What are the various join types in Spark?

pathikrit picture pathikrit · Aug 31, 2017 · Viewed 68.7k times · Source

I looked at the docs and it says the following join types are supported:

Type of join to perform. Default inner. Must be one of: inner, cross, outer, full, full_outer, left, left_outer, right, right_outer, left_semi, left_anti.

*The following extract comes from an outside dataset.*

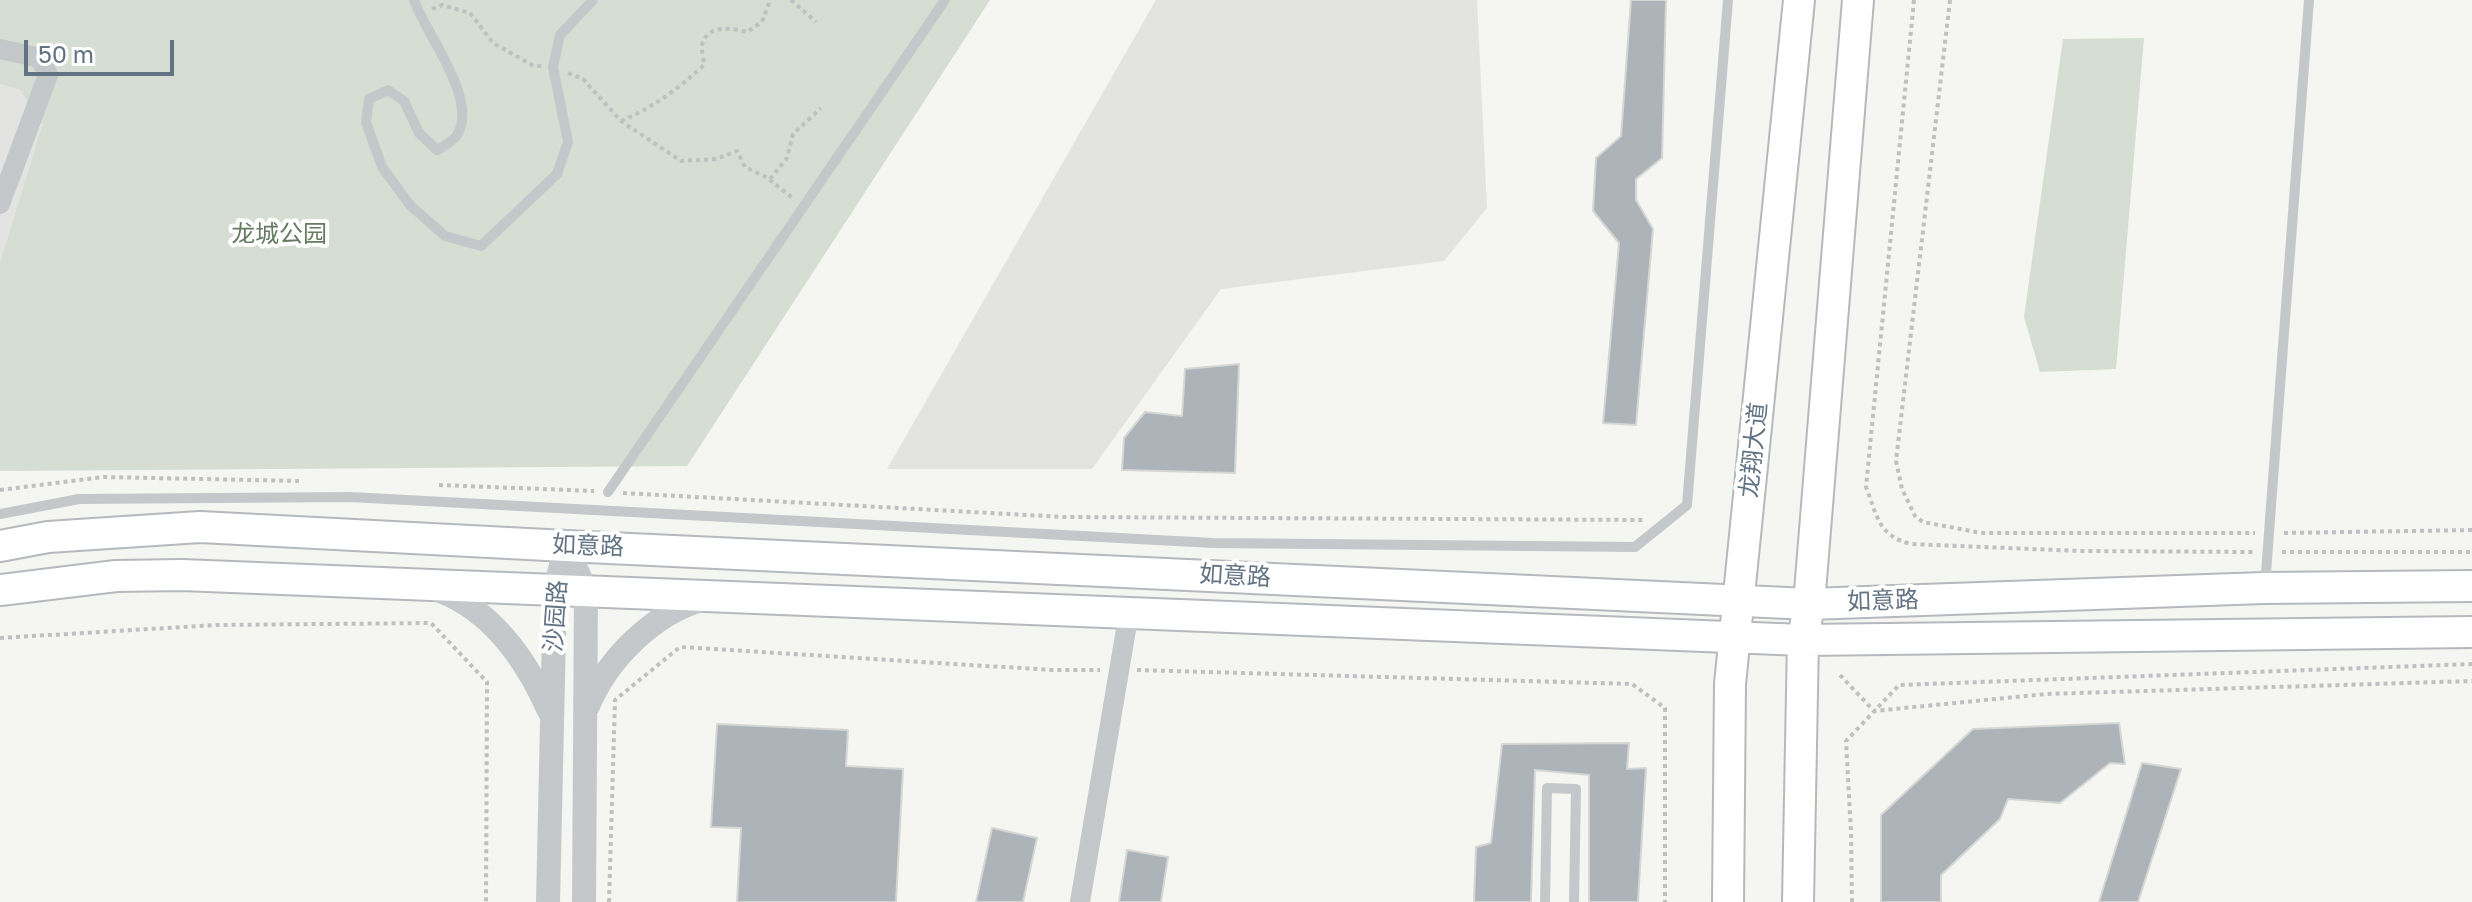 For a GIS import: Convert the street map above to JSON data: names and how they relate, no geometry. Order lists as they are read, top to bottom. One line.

I looked at the StackOverflow answer on SQL joins and top couple of answers do not mention some of the joins from above e.g. left_semi and left_anti. What do they mean in Spark?

Answer

pathikrit picture pathikrit · Aug 31, 2017

Here is a simple illustrative experiment:

import org.apache.spark.sql._

object SparkSandbox extends App {
  implicit val spark = SparkSession.builder().master("local[*]").getOrCreate()
  import spark.implicits._
  spark.sparkContext.setLogLevel("ERROR")

  val left = Seq((1, "A1"), (2, "A2"), (3, "A3"), (4, "A4")).toDF("id", "value")
  val right = Seq((3, "A3"), (4, "A4"), (4, "A4_1"), (5, "A5"), (6, "A6")).toDF("id", "value")

  println("LEFT")
  left.orderBy("id").show()

  println("RIGHT")
  right.orderBy("id").show()

  val joinTypes = Seq("inner", "outer", "full", "full_outer", "left", "left_outer", "right", "right_outer", "left_semi", "left_anti")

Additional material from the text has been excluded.